There is a long history in the literature of assessing various aspects of the skill of ENSO forecasts. Recently, Tippett et al. (2019) investigated probabilistic forecasts of ENSO phases and strength from the North American Multi-Model Ensemble (NMME), complementary to the examination by Barnston et al. (2019) of the skill of deterministic ENSO forecasts from the NMME. Similarly, Trenary et al. (2018) explored the ENSO forecast skill and the optimal lagged ensemble size to reduce the forecast error of the Climate Forecast System version 2 (CFSv2). Furthermore, Jin et al. (2008) analyzed the ENSO prediction skill by using the datasets of “APCC-CliPAS” and “DEMETER” projects. Other studies highlight particular aspects of ENSO prediction skill. For example, the evaluation of ENSO predictability up to 2–4 years has been discussed in Chen et al. (2004) and Luo et al. (2008). The initialization of ENSO prediction prior to March/April in any year leads to a sharp decrease in skill, which is referred to as a “spring predictability barrier” (Webster and Yang, 1992; Zhu et al. 2015). This spring predictability barrier typically restricts the seasonal prediction based on the coupled atmosphere–ocean model up to 1 year lead time (Graham et al. 2011). Larson and Kirtman (2017) investigated the dynamical processes that are responsible for the growth of certain errors and the sources of error which limits the ENSO predictability.

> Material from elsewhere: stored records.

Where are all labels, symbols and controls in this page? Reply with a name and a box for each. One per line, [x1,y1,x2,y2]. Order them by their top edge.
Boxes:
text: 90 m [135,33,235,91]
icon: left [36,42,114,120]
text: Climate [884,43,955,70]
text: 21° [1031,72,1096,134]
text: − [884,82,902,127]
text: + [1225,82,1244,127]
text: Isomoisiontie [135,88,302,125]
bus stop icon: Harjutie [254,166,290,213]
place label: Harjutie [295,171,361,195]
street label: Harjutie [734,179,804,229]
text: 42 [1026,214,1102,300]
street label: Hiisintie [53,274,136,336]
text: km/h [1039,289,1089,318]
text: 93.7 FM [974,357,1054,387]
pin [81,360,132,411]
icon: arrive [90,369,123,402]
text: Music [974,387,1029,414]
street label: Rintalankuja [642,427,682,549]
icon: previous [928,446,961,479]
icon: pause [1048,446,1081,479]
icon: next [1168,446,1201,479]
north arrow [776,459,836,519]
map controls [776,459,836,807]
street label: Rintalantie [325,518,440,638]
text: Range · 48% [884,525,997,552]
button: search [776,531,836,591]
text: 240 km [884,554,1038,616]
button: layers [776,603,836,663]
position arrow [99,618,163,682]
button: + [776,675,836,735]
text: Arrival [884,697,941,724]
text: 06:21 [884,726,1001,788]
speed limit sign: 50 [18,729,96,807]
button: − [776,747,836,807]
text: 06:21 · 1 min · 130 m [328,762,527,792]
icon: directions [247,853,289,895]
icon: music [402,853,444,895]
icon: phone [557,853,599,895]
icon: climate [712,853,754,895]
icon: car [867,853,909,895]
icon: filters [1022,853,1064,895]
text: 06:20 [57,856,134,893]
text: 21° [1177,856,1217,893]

The Saudi-KAU Atmospheric Global Climate Model (AGCM) forced with observed SSTs has been used in many studies to understand the potential predictability due to ENSO and the influence of ENSO on regional climate (e.g., Ehsan et al. 2017a, b; Abid et al. 2018; Rahman et al. 2018; Kamil et al. 2019; Almazroui et al. 2019). However, to date, there has been no study available that analyses the skill of the Saudi-KAU initialized coupled model (CGCM) in forecasting ENSO. The article is organized as follows. Section 2 introduces the Saudi-KAU model, prediction, and observational datasets and methods. Observed and simulated mean and variability analysis of SST, and skill assessment are presented in Sect. 3. A summary and conclusions are given in Sect. 4.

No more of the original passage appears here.